§ Exercise prompt
Copy each line of the data below in which the word "strong" can be found.

§ Task material

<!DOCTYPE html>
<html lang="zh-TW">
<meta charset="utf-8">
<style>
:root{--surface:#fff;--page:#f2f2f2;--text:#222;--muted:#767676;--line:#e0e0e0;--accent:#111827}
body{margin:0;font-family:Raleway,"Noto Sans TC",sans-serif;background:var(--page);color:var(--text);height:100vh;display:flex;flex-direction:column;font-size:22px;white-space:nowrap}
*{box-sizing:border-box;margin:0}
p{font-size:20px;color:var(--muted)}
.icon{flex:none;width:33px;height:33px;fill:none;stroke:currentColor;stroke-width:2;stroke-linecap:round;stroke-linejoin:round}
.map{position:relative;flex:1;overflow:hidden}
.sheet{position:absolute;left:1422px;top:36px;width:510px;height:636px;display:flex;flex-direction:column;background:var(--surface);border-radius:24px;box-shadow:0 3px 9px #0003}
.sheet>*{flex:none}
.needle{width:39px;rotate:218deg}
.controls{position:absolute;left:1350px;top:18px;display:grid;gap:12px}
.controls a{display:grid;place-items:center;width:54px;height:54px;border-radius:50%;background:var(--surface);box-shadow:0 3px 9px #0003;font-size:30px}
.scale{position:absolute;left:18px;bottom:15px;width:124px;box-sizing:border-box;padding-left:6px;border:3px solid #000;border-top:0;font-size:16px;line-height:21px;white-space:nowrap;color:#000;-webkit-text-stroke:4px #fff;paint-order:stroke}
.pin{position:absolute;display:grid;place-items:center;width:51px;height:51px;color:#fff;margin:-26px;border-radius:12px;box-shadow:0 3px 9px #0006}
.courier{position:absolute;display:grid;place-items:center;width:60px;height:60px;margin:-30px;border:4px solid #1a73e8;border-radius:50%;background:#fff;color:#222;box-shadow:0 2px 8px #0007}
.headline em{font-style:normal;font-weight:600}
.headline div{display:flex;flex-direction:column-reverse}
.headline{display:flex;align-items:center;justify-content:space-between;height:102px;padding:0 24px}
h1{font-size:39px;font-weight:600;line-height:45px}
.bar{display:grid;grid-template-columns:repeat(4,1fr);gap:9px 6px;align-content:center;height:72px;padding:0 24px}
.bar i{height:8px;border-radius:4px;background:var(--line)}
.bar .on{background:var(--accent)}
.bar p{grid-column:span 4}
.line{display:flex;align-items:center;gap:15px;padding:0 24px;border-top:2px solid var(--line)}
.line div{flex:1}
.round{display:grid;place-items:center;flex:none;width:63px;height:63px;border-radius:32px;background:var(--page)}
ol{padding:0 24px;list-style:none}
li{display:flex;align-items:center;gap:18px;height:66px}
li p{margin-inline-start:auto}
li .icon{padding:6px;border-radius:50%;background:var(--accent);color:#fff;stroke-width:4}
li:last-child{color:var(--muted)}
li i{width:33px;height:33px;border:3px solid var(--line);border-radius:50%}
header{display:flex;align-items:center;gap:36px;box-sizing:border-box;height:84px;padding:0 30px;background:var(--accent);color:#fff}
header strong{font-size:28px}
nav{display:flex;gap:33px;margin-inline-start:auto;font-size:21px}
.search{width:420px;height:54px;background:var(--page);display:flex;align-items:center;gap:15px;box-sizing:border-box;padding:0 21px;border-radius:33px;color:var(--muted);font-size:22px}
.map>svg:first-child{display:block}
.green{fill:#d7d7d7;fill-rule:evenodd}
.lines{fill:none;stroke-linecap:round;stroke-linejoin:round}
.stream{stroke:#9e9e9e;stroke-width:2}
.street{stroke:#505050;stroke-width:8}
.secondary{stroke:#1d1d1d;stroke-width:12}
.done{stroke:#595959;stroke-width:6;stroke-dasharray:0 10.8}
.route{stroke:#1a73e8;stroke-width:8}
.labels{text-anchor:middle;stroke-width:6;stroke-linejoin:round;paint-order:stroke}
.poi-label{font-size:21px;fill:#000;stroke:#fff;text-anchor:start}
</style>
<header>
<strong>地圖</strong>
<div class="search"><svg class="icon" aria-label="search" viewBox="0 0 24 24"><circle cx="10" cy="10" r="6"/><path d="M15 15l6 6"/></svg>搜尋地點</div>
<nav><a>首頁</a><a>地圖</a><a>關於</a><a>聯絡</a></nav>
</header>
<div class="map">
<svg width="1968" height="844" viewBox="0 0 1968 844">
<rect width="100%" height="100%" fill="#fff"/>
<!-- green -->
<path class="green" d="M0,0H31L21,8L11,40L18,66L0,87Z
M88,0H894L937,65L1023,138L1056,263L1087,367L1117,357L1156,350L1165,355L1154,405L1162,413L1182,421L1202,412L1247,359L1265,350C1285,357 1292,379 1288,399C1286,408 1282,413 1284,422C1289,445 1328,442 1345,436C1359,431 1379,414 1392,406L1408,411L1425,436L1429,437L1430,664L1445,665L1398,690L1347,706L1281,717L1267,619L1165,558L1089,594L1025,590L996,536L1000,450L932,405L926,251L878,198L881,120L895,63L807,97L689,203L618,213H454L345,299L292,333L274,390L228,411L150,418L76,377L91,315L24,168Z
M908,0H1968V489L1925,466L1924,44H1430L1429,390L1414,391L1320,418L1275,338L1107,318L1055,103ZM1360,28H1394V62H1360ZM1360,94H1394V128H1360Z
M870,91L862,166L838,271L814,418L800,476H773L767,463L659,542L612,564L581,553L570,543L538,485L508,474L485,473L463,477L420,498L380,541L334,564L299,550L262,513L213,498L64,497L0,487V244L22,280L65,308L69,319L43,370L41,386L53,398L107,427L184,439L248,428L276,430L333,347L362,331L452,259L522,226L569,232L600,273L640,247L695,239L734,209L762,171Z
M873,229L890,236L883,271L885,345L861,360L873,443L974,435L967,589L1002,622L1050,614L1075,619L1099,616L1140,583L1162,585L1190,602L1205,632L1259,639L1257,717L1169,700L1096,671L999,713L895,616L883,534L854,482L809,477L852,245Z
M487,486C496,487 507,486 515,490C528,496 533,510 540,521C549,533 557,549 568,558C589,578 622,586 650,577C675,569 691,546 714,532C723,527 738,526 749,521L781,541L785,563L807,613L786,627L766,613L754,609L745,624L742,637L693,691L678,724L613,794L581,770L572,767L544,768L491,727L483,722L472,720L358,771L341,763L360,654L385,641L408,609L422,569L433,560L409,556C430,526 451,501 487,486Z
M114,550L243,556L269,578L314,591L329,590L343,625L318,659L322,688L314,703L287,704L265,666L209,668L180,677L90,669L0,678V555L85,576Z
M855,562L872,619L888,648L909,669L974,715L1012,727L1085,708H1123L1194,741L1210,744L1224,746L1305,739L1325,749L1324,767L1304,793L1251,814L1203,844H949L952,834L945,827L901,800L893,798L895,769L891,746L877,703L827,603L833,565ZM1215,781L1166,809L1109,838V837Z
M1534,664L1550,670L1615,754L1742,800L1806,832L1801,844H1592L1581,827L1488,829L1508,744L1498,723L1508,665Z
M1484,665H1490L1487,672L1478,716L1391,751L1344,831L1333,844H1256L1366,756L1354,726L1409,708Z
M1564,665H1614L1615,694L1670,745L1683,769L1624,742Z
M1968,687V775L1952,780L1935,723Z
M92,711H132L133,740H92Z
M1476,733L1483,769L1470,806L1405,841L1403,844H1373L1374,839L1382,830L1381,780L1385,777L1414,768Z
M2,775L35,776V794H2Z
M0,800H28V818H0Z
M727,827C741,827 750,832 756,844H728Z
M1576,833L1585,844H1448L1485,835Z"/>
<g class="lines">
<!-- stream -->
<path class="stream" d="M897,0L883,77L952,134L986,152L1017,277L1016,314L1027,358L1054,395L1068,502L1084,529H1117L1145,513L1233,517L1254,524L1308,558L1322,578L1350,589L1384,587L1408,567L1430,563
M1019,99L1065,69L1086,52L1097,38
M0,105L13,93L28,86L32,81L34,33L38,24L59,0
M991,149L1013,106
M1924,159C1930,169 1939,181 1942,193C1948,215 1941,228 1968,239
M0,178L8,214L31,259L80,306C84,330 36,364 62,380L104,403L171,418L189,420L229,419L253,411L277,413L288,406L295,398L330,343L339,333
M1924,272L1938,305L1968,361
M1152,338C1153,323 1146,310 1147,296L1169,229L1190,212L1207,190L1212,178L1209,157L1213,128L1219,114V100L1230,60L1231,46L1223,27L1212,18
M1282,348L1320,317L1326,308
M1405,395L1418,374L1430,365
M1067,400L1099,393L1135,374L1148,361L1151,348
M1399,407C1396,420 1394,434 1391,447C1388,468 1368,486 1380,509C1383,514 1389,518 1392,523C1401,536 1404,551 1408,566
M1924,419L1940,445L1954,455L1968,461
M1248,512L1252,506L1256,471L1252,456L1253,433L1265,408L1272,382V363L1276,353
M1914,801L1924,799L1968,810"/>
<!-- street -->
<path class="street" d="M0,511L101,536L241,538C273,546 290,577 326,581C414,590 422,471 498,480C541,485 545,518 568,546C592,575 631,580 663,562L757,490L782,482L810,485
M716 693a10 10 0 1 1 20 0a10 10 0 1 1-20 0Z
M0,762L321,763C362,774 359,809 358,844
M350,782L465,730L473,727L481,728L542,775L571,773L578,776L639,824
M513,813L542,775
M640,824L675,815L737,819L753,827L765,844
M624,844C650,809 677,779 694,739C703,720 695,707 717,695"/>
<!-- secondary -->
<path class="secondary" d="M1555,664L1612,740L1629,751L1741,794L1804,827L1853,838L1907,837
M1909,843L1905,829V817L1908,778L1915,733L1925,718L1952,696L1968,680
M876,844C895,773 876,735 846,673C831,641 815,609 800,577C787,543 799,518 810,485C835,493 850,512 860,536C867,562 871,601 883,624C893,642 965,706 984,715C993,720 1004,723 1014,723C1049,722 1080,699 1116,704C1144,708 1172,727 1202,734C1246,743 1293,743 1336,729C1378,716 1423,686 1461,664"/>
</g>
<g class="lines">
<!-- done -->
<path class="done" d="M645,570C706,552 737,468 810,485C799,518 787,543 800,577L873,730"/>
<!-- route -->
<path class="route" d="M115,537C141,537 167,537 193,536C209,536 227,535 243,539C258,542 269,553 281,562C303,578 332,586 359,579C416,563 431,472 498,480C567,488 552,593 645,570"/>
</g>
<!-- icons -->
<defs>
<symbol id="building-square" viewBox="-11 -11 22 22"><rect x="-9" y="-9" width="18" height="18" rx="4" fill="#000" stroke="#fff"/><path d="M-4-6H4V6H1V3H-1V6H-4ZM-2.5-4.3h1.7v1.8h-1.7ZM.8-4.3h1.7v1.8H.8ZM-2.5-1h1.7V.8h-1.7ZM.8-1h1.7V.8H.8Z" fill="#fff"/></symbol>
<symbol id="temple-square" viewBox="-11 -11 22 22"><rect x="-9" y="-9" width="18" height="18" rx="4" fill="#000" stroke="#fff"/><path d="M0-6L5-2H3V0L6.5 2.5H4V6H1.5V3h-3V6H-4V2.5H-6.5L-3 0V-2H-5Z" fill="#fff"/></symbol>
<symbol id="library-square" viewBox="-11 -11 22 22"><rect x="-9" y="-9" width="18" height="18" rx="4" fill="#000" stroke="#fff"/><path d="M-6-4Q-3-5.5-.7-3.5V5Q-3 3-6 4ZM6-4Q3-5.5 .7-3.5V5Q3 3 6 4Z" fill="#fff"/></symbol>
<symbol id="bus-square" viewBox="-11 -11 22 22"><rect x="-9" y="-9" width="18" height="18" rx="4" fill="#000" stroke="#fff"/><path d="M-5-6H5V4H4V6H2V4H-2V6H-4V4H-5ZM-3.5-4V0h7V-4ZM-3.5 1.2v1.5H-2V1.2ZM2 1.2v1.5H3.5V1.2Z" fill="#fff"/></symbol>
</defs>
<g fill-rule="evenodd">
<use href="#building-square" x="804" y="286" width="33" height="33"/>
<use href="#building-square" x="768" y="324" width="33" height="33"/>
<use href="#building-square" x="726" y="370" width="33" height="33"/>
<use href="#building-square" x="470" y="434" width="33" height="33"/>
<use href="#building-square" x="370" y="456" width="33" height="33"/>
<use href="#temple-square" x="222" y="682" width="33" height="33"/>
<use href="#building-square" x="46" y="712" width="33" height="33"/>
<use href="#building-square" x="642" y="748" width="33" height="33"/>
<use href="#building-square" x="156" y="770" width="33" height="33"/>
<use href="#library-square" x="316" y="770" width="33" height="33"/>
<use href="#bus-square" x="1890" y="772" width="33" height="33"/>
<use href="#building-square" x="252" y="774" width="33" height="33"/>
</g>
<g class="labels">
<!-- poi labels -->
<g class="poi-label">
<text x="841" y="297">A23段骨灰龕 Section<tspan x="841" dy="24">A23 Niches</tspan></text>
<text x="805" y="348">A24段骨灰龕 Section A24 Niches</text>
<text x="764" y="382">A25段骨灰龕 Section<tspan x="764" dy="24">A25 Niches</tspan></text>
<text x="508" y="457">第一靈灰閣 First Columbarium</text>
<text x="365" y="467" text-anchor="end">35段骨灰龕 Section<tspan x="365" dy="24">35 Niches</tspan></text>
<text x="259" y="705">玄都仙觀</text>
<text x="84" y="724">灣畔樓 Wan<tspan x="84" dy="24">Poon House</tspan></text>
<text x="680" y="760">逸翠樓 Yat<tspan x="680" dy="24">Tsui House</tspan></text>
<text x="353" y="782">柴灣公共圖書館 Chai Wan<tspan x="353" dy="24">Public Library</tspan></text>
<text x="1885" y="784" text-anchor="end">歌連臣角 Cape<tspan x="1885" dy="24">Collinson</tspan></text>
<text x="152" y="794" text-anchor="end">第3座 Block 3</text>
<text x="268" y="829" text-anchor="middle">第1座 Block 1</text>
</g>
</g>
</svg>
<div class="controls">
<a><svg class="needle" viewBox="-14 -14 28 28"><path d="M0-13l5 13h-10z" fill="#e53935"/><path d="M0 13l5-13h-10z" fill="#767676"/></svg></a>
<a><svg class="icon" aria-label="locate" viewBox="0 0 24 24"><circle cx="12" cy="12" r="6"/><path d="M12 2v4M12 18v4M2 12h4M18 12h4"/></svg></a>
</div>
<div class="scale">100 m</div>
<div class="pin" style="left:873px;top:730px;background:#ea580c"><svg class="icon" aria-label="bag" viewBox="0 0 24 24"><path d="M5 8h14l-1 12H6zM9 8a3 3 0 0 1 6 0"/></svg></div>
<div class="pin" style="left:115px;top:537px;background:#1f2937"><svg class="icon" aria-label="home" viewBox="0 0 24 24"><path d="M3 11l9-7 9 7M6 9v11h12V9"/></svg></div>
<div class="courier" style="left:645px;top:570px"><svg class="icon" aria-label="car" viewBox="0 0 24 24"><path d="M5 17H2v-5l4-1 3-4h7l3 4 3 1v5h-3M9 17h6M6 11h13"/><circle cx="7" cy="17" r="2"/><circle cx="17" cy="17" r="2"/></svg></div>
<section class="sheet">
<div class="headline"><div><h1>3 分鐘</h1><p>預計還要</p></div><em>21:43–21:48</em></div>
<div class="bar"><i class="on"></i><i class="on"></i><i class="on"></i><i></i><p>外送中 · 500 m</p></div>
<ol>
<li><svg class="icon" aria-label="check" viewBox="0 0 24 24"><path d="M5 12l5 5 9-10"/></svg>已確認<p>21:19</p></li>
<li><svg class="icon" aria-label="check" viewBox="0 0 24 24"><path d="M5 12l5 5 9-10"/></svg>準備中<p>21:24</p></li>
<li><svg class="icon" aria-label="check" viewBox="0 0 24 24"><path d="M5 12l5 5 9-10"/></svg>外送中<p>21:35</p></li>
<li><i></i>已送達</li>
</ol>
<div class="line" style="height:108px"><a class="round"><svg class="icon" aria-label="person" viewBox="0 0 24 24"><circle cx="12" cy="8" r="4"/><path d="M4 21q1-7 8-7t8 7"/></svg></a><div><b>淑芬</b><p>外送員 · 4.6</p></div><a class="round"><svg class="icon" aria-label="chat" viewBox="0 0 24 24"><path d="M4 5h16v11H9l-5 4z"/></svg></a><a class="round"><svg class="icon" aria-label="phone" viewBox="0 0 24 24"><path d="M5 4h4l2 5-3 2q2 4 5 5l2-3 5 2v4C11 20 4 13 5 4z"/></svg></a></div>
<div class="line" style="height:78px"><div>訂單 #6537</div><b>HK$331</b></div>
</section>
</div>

§ Response below
header strong{font-size:28px}
<strong>地圖</strong>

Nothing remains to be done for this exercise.